Protecting the freedom of speech guaranteed by the First Amendment has always been in the forefront of the ACLU’s mission. The ACLU of Rhode Island was founded over 50 years ago largely in response to widespread government efforts to censor books, films, and theater. Today, the ACLU routinely defends the right of citizens to exercise their freedom of speech, of the press, of association, and of petition and protest, no matter how unpopular their opinions may be.
Free Speech in the News
- Mar, 28, 2017: Statement on Ticketing of Protesters By Cranston Police
- Jan, 18, 2017: Settlement Reached in Lawsuit Against Woonsocket Police for Treatment of Deaf Detainee
- Jan, 09, 2017: ACLU Statement on Detention for Students for Walk-out Over School Practices
Free Speech Related Court Cases
2015: Monteiro V. City of Cranston
- Category: Free Speech
The ACLU of Rhode Island today has federal lawsuit on behalf of a disabled person summoned to court and threatened with arrest for holding a handwritten sign seeking donations as he stood on the median of a Cranston roadway. The suit, against the City of Cranston, argues that a city ordinance barring the solicitation of donations from motorists violates free speech rights. In addition to being unconstitutional, ordinances like these are selectively enforced against, and further criminalize, the poor and homeless.
The ACLU expects this lawsuit to be the first of a series of suits addressing municipal ordinances that criminalize poverty and homelessness.
2015: Pombo v. City of Providence
- Category: Active Case Free Speech
1/6/16 BREAKING: The ACLU of Rhode Island settled this First Amendment lawsuit today. As a result of the settlement, the City of Providence can no longer order Pombo to stop performing on public property or require him to obtain a permit to perform on public property absent violation of any other valid ordinances. The settlement agreement further stipulates that “because soliciting donations is protected speech under the First Amendment,” the City cannot stop Pombo from soliciting or accepting donations for his performances. The City also agreed to pay compensatory damages.

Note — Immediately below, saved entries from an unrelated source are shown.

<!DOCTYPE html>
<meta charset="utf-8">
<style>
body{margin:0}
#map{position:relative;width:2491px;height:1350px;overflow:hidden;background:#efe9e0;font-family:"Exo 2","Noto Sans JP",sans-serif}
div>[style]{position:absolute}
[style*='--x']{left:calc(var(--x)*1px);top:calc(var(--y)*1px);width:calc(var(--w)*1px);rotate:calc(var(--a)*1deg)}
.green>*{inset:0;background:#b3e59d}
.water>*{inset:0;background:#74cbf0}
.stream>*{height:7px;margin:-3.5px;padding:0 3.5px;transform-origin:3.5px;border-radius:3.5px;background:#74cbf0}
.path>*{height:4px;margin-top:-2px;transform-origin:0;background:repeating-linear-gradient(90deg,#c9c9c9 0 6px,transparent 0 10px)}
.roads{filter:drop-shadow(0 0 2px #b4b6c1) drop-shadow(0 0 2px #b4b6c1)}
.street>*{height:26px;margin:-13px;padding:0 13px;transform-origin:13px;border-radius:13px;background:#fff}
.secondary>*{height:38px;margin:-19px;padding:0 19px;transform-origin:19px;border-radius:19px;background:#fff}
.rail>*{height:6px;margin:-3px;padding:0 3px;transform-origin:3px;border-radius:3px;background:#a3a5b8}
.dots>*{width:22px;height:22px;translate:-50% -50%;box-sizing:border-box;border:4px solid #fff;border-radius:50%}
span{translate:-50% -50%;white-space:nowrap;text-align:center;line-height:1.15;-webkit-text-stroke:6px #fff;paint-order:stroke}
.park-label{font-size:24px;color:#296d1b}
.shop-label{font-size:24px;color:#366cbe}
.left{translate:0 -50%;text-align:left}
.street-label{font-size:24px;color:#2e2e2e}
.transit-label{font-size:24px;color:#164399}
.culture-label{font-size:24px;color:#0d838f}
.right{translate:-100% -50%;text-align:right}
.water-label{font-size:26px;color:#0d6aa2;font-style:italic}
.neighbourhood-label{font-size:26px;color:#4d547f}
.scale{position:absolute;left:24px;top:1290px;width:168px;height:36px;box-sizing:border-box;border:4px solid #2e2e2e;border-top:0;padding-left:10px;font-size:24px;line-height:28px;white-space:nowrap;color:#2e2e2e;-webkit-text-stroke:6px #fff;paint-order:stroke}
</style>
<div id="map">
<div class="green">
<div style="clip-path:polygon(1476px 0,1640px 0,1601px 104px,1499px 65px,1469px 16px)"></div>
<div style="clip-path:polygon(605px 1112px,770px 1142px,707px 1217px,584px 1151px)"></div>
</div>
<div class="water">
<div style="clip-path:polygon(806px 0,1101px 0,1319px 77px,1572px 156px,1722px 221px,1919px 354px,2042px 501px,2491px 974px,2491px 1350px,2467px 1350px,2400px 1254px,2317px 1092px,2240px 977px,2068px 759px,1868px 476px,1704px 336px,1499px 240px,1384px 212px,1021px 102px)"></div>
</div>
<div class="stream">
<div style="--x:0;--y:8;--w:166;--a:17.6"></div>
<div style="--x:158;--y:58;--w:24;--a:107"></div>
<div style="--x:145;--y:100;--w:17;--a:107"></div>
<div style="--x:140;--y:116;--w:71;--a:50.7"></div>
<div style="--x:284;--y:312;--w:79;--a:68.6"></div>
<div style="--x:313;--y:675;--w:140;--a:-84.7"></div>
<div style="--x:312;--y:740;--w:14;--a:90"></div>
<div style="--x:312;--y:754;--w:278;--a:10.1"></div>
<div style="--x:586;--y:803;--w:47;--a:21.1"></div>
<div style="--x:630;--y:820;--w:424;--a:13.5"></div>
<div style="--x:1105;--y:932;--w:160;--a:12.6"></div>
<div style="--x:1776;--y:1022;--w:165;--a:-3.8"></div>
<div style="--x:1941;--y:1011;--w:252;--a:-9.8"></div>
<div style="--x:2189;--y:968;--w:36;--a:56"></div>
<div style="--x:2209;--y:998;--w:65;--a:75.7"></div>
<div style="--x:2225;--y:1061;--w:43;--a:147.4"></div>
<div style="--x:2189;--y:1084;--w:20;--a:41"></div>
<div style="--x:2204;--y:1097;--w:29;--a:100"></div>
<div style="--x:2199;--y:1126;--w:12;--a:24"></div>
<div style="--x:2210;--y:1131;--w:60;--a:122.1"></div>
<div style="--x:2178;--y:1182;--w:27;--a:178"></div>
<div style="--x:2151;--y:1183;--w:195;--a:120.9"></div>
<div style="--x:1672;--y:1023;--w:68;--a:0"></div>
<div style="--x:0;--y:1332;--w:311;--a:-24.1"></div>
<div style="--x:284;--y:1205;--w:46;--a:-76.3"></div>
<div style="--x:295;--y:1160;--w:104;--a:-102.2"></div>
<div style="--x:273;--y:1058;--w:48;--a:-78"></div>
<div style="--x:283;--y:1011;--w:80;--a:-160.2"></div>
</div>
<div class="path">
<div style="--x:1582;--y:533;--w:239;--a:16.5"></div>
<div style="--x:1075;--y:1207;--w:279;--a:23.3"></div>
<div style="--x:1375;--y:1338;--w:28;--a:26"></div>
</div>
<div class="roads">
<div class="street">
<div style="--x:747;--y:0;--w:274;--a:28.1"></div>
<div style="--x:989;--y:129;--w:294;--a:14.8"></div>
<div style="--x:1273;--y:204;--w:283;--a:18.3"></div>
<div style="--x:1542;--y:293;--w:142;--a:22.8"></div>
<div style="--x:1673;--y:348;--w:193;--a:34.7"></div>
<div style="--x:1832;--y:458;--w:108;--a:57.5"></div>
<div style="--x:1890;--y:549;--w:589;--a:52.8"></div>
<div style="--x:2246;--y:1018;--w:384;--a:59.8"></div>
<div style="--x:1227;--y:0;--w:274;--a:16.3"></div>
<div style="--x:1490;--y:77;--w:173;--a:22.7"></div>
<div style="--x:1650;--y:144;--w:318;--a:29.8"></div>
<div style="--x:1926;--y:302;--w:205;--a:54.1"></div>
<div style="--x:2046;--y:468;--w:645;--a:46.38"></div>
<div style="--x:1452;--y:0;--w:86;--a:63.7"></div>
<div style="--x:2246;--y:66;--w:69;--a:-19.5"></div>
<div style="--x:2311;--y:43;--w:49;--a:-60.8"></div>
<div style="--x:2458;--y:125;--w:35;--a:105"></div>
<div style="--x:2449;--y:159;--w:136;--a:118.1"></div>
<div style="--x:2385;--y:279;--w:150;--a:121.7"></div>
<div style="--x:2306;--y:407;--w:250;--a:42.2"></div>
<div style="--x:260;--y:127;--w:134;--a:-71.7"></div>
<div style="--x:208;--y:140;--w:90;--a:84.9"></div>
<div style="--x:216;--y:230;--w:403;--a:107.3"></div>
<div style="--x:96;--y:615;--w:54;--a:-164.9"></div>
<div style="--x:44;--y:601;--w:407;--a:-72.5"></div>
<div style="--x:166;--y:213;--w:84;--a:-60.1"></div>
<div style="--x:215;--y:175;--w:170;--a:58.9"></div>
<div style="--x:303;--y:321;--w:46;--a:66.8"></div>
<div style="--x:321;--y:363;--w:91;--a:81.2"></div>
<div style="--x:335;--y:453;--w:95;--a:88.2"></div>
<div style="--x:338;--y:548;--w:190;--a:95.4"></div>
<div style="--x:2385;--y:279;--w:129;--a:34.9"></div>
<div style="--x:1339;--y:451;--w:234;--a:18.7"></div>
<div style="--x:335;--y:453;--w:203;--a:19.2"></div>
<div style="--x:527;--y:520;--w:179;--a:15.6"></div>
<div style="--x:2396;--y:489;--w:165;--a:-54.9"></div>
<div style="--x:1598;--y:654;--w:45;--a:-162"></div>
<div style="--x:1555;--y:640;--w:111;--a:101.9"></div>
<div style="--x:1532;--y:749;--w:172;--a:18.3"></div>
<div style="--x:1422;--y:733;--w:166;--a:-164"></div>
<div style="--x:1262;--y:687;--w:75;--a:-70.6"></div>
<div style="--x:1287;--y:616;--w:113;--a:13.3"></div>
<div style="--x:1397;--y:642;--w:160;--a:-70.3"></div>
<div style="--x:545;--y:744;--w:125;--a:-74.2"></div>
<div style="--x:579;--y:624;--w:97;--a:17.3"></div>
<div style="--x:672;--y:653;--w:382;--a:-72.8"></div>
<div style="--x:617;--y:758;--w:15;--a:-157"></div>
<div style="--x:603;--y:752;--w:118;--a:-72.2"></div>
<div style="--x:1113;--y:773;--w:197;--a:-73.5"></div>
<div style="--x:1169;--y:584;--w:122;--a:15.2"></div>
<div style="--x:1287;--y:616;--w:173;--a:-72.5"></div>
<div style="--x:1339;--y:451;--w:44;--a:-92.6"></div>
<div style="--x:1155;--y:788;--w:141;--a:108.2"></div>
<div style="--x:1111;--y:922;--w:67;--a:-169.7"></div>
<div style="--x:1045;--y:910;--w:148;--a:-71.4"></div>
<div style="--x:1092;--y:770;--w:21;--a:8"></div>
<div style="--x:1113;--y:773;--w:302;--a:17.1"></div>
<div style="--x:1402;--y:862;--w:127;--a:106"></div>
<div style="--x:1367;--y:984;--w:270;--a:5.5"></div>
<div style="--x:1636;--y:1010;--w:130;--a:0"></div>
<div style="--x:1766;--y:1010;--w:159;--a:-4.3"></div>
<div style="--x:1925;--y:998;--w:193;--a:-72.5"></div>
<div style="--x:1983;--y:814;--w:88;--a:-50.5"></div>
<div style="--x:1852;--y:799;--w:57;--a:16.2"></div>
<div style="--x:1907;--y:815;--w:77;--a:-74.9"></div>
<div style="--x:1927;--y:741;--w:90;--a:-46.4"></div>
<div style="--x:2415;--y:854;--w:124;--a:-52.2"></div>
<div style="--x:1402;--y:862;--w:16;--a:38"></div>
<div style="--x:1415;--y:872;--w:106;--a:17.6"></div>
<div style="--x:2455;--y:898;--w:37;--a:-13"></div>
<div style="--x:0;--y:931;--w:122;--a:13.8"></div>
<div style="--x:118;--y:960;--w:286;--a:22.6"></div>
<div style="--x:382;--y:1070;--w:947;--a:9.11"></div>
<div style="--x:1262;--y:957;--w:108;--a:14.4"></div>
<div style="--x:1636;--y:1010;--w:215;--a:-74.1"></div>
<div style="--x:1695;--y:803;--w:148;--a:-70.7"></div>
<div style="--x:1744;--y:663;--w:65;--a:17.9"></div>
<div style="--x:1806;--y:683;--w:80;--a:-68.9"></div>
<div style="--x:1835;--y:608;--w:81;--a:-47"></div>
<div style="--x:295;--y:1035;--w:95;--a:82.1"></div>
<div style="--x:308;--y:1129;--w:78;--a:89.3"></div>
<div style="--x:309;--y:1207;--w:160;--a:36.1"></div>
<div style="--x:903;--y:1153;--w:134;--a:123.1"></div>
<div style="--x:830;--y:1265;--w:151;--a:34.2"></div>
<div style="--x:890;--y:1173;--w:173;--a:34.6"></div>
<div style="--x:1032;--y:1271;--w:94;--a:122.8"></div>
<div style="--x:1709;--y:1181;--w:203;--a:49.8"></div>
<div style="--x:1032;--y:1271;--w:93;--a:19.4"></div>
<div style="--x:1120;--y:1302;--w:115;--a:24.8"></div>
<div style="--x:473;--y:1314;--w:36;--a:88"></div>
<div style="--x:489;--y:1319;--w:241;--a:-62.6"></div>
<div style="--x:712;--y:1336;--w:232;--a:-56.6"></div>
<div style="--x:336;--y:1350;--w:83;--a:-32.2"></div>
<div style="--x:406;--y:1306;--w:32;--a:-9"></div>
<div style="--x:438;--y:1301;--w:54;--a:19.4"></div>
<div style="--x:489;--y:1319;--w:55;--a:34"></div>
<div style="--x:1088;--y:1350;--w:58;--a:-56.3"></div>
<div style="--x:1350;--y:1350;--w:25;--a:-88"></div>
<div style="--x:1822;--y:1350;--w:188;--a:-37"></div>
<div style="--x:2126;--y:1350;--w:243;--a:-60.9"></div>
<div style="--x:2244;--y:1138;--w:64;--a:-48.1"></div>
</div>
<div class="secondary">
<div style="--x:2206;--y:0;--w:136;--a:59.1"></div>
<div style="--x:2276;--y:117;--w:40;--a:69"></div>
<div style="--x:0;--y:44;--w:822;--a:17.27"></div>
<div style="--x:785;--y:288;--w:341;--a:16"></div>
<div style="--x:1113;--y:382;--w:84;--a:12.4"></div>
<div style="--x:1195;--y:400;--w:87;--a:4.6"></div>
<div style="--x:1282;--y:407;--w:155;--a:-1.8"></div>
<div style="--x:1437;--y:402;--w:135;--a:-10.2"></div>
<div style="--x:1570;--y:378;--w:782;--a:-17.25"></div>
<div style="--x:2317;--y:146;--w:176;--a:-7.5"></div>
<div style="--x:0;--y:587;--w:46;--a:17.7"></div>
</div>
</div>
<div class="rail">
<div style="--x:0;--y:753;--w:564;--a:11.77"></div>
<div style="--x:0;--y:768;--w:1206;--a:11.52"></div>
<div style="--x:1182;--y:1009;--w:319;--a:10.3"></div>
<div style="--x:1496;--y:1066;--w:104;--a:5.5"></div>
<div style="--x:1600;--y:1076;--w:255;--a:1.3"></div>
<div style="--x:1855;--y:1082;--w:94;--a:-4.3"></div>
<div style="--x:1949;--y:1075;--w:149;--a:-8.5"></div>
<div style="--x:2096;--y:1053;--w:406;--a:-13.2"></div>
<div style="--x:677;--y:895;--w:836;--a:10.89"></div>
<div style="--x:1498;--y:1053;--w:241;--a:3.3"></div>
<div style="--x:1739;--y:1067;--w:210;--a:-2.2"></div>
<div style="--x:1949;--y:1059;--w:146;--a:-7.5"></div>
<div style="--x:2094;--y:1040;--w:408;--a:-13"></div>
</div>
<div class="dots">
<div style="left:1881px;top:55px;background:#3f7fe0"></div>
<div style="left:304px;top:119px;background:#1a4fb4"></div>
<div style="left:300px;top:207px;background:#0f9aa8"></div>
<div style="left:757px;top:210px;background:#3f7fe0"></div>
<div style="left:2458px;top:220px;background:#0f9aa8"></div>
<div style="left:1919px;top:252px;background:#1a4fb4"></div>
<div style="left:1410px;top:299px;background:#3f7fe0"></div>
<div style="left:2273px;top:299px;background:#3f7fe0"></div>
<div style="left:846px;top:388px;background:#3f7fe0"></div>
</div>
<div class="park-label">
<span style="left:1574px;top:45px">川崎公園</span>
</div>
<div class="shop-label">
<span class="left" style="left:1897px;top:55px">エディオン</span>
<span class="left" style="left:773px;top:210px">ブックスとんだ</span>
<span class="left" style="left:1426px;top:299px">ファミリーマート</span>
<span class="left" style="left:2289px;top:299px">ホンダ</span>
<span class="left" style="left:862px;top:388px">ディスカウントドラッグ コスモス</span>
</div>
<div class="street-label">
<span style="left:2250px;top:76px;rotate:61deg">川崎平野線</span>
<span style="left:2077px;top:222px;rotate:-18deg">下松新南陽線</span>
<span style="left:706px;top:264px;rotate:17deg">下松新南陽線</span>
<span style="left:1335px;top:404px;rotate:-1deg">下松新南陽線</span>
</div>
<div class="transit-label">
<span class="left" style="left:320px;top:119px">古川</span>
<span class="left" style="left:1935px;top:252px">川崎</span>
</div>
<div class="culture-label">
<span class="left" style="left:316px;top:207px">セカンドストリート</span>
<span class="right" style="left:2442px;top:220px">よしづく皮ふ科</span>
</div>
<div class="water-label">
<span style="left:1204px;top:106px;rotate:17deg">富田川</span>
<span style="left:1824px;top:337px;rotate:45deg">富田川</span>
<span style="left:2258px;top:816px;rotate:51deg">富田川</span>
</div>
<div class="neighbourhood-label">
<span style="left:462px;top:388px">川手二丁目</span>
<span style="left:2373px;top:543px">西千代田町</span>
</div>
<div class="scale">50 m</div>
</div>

This lawsuit, filed in U.S. District Court by ACLU/RI volunteer attorneys Shannah Kurland and John W. Dineen, is on behalf of Manuel Pombo, a 62-year-old local street musician (or “busker”) who has been arrested once, and threatened with arrest on numerous other occasions, for playing his saxophone on sidewalks and street corners in Providence. The license not only prohibits him from soliciting donations for his performances, it allows him to perform solely at the unbridled discretion of police officers. This is the third time in five years the ACLU of Rhode Island has sued the City of Providence for interfering with the exercise of free speech rights on the City’s streets and sidewalks.
When the suit was filed Mr. Pombo said: "I love to play the saxophone and I know that it has brought joy to many people. But I now live in constant fear of being arrested for playing my music, and it takes a physical toll on me. This is not the way a city that claims to be arts-friendly should treat anybody.”
Free Speech Related Legislation
“Revenge Porn” (H 5304)
- Category: 2017 Free Speech
In February, the ACLU testified before the House Judiciary Committee regarding the Attorney General’s so-called revenge porn legislation (H 5304), which, we noted in our testimony, required neither revenge nor porn to subject a person to criminal penalties. The legislation would make it a crime to electronically transmit nude or sexually explicit images without the person’s consent.
The Media Coalition and the R.I. Press Association also opposed the bill. Publishing some of the photos from Abu Ghraib or, on a less grave note, pictures of Anthony Weiner’s too-exposed body part could be criminal under this bill. That is why Governor Gina Raimondo vetoed this legislation last year and, the ACLU hopes, will veto it again if it is not amended to address the legitimate concerns raised by civil liberties advocates and the media. Nonetheless, in March, the House passed the bill, with only Reps. Edie Ajello and Jason Knight dissenting.